How long does it take to become a priest?

This depends on when and where one starts. A young man who enters college seminary immediately or shortly after high school will spend the traditional four years there, getting a sound foundation in philosophy and the other liberal arts, then move on to the theological seminary (called a theologate) for four more years of specialized study in Scripture, Theology, Church History and related fields. He would spend a total of eight years in the seminary after high school, comparable to another young man who goes to law school or gets an M.B.A. or goes to medical school.

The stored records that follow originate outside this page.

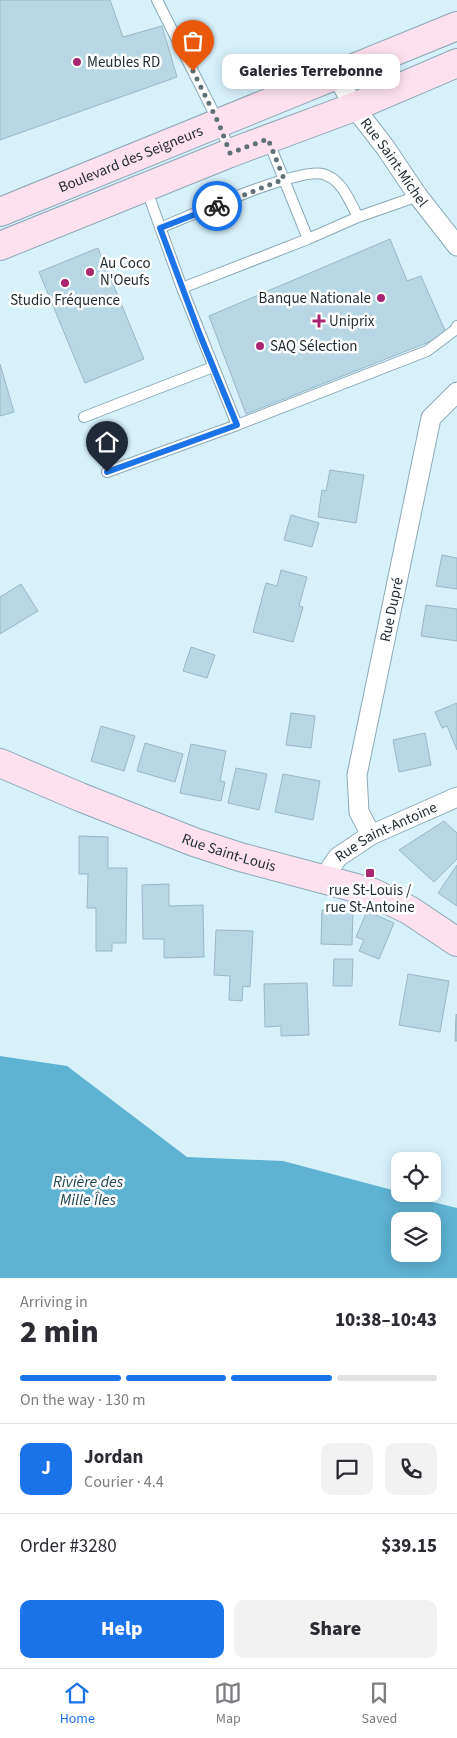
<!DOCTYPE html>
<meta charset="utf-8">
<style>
body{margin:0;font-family:"Source Sans 3",sans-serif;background:#f2f2f3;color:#2b2b33;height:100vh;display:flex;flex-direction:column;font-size:19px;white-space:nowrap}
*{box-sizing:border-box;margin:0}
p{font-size:16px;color:#7c7c81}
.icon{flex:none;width:28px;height:28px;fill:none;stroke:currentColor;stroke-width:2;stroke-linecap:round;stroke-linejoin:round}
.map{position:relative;height:1278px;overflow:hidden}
.details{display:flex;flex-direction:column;background:#fff;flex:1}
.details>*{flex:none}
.controls{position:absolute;left:391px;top:1152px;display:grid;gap:10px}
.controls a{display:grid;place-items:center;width:50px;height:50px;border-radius:10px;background:#fff;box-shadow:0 2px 12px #0003;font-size:25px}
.pin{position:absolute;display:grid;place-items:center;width:42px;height:42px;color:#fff;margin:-51px -21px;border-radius:50% 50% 50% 0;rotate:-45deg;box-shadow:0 0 5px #0007}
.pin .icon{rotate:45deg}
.courier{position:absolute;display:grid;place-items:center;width:50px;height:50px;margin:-25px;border:4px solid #1a73e8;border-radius:50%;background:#fff;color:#222;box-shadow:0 1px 6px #0007}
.bubble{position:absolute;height:35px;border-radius:10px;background:#fff;box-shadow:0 2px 12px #0003;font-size:16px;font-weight:800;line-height:35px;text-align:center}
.head em{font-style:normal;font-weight:800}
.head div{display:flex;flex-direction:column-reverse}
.head{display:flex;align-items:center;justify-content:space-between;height:85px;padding:0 20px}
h1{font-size:32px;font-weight:800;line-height:38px}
.bar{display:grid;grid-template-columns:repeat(4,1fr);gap:8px 5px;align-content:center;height:60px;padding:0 20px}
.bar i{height:6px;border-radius:4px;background:#e1e1e2}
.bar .current{background:#1a73e8}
.bar p{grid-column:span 4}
.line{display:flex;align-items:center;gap:12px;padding:0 20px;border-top:1px solid #e1e1e2}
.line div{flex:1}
.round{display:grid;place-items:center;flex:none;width:52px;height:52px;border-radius:10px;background:#f2f2f3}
.button{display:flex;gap:10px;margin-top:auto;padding:10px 20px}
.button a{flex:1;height:58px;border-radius:10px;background:#1a73e8;color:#fff;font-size:20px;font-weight:800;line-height:58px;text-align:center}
.button a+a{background:#f2f2f3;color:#2b2b33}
.dock{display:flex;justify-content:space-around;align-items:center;height:70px;border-top:1px solid #e1e1e2;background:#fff;font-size:14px;color:#7c7c81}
.dock a{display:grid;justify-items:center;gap:2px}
.dock .current{color:#1a73e8}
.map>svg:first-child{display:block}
.water{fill:#5eb2d2;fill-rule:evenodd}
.building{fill:#b8d7e4;stroke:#99b7c4}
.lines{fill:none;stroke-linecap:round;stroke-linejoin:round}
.lane-casing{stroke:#8ba9b6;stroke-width:12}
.street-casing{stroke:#8ba9b6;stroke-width:21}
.secondary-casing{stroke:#8ba9b6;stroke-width:30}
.lane{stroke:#fff;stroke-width:10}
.street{stroke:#fff;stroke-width:19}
.secondary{stroke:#fee0ee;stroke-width:28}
.done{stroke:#5f7076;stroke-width:5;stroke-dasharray:0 9}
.route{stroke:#1a73e8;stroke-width:6}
.poi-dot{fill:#aa256f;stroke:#fff;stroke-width:2}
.labels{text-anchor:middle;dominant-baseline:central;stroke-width:5;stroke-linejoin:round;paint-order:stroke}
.poi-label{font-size:15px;fill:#1e2a2f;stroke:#fff;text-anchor:start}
.street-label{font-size:15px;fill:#1e2a2f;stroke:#fff}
.water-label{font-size:16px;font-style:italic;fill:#204654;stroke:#fff}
</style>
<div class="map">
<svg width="457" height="1278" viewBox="0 0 457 1278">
<rect width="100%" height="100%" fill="#d7f1fb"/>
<path class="water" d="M0,1056l67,10 120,91 96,4 117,31v2l57,14v70h-457zM400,1221h32v33h-32z"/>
<path class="building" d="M0,0h110l13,37 39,-11 15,51 -177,63z
M390,239l17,42 14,-5 26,59 -201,79 -37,-98z
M98,248l46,111 -59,24 -46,-111z
M0,364l14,48 -14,4z
M330,470l34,5 -8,48 -38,-6 4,-27 4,1z
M291,515l28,8 -7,24 -28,-7z
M442,555l15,3v31l-21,-3z
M281,570l26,7 -8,29 4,1 -10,35 -40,-10 13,-49 11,3z
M21,584l17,27 -38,23v-37z
M426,605l31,4v32l-36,-5z
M191,647l24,8 -8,23 -24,-7z
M457,703v47l-10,-24 -5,2 -7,-16z
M291,713l24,3 -4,32 -25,-3z
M101,726l34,10 -11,35 -33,-10z
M425,733l6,32 -32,7 -6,-32z
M145,743l38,11 -8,28 -38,-11z
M191,744l35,7 -6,30 5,1 -4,19 -41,-8z
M236,768l31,6 -8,36 -31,-7z
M283,774l37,7 -7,39 -38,-8z
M444,821l13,12v26l-23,23 -35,-32z
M79,836l29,1v31h19l-1,75h-14v8h-16v-43h-9l1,-34h-9z
M457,865v41l-19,-13z
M169,884v22l34,-1 1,52 -40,1v-19h-21l-1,-54z
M322,910l31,1 -1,34 -31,-1z
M367,911l27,12 -15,36 -20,-8 5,-11 -8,-3z
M216,930l37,1 -3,56 -7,-1 -1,15 -13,-1 1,-24 -16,-1z
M334,959h19l-1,27h-19z
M408,974l41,7 -9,51 -41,-7z
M307,983l2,52 -28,1v-10l-16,1 -1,-43z
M456,1014l1,1v26h-2z"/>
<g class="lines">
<defs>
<path id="lane" d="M157,0l62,123 11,29
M146,188l36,100 55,137
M160,228c29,-12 138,-61 163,-54 19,5 27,28 35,43l60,-21
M308,239l50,-22
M182,288l126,-49 -40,-99
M84,417l129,-50
M107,472l130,-47 190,-74 28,-21 2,-4"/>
<g id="street">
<path id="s1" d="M336,74l18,33 31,40 33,49 39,50"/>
<path id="s2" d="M371,835l-12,-23 -2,-37 74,-357 26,-26"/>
<path id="s3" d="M328,880l3,-13 7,-10 33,-22 86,-38"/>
</g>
<g id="secondary">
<path id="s4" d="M0,212l457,-186"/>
<path d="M0,246l230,-93 124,-46 103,-44"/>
<path id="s5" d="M0,763l80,34 114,45 46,15 131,35 38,18 48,32"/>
</g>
</defs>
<use href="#lane" class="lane-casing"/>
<use href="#street" class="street-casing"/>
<use href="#secondary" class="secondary-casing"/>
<use href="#lane" class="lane"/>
<use href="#street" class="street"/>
<use href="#secondary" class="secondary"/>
</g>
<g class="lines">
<path class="done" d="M193,71l26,53 11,29 38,-14 16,40 -67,27"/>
<path class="route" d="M107,472l130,-47 -37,-90 -40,-107 57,-22"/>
</g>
<g class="poi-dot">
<circle cx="77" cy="62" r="5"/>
<circle cx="90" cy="272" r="5"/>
<circle cx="65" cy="283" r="5"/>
<circle cx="381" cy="298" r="5"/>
<path d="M316.5 313.5h5v5h5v5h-5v5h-5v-5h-5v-5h5z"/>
<circle cx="260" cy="346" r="5"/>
<rect x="365" y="868" width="10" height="10" rx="2.5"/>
</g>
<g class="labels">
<g class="poi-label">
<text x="87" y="62">Meubles RD</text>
<text x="100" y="263">Au Coco<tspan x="100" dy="17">N'Oeufs</tspan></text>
<text x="371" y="298" text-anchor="end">Banque Nationale</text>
<text x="65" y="300" text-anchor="middle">Studio Fréquence</text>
<text x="329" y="321">Uniprix</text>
<text x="270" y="346">SAQ Sélection</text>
<text x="370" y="890" text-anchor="middle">rue St-Louis /<tspan x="370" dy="17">rue St-Antoine</tspan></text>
</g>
<g class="street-label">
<text stroke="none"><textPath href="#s4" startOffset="141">Boulevard des Seigneurs</textPath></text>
<text stroke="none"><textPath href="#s1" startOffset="106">Rue Saint-Michel</textPath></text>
<text stroke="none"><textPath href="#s2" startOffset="232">Rue Dupré</textPath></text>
<text stroke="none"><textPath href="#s3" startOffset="80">Rue Saint-Antoine</textPath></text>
<text stroke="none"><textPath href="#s5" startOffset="246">Rue Saint-Louis</textPath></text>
</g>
<g class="water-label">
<text x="88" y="1182">Rivière des<tspan x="88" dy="18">Mille Îles</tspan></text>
</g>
</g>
</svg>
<div class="controls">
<a><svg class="icon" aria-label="locate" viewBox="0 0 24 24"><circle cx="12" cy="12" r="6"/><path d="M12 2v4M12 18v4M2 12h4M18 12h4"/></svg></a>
<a><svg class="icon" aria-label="layers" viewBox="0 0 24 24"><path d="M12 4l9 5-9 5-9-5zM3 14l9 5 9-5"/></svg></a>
</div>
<div class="pin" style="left:193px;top:71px;background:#ea580c"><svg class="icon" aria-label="bag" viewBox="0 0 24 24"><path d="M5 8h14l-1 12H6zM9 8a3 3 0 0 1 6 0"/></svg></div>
<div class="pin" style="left:107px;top:472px;background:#1f2937"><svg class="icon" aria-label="home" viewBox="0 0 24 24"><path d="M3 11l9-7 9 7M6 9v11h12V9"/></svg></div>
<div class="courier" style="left:217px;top:206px"><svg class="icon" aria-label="bike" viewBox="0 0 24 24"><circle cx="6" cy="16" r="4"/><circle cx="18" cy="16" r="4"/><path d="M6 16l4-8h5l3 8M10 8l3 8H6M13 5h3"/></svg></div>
<div class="bubble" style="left:222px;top:54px;width:178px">Galeries Terrebonne</div>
</div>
<section class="details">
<div class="head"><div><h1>2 min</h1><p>Arriving in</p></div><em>10:38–10:43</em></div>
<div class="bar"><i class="current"></i><i class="current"></i><i class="current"></i><i></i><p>On the way · 130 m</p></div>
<div class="line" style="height:90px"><b class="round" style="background:#1a73e8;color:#fff">J</b><div><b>Jordan</b><p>Courier · 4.4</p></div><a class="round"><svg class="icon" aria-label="chat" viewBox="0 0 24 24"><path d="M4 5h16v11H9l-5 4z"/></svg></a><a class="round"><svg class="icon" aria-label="phone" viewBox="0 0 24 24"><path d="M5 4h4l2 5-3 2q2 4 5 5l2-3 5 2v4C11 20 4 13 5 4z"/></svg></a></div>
<div class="line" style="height:65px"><div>Order #3280</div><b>$39.15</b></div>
<div class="button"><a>Help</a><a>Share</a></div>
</section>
<nav class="dock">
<a class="current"><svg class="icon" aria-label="home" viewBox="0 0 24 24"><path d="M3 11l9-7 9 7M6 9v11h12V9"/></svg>Home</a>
<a><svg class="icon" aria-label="map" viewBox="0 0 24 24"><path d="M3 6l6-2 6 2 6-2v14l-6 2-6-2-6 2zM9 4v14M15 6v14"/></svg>Map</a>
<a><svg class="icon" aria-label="saved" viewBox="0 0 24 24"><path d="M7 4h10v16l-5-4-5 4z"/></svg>Saved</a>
</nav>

Some men begin their preparations for the priesthood after already obtaining a college degree (and even graduate or professional degrees). Usually they need a substantial amount of philosophy and preliminary level theology before moving on to graduate level theology. Therefore, they enter a one-year or more often two-year program called Pre-theology. Once prepared in this way they enter the usual four-year theologate. They spend a total of five or six years in the seminary.

There are a few seminaries in the United States that have special four-year programs for older candidates. Many diocese use such programs when a man’s age and background indicate them.

Along with formal training in philosophy and theology, the spiritual life and practical skills for priesthood, some diocese have seminarians spend some summers as pastoral interns in a parish and sometimes this is extended for an entire year where it would be useful. Seminarians also participate in special summer programs to deepen their spiritual life or their appreciation of the Spanish language and Hispanic culture.

Since the priesthood is not just a career but a whole way of life and service, priestly formation takes in the entire person: spiritual, intellectual, human and pastoral. The specific needs of each candidate are continually evaluated and every effort is made to give him the assistance he needs. The candidate must also “take the reins” of his own priestly formation, rather than being a passive subject.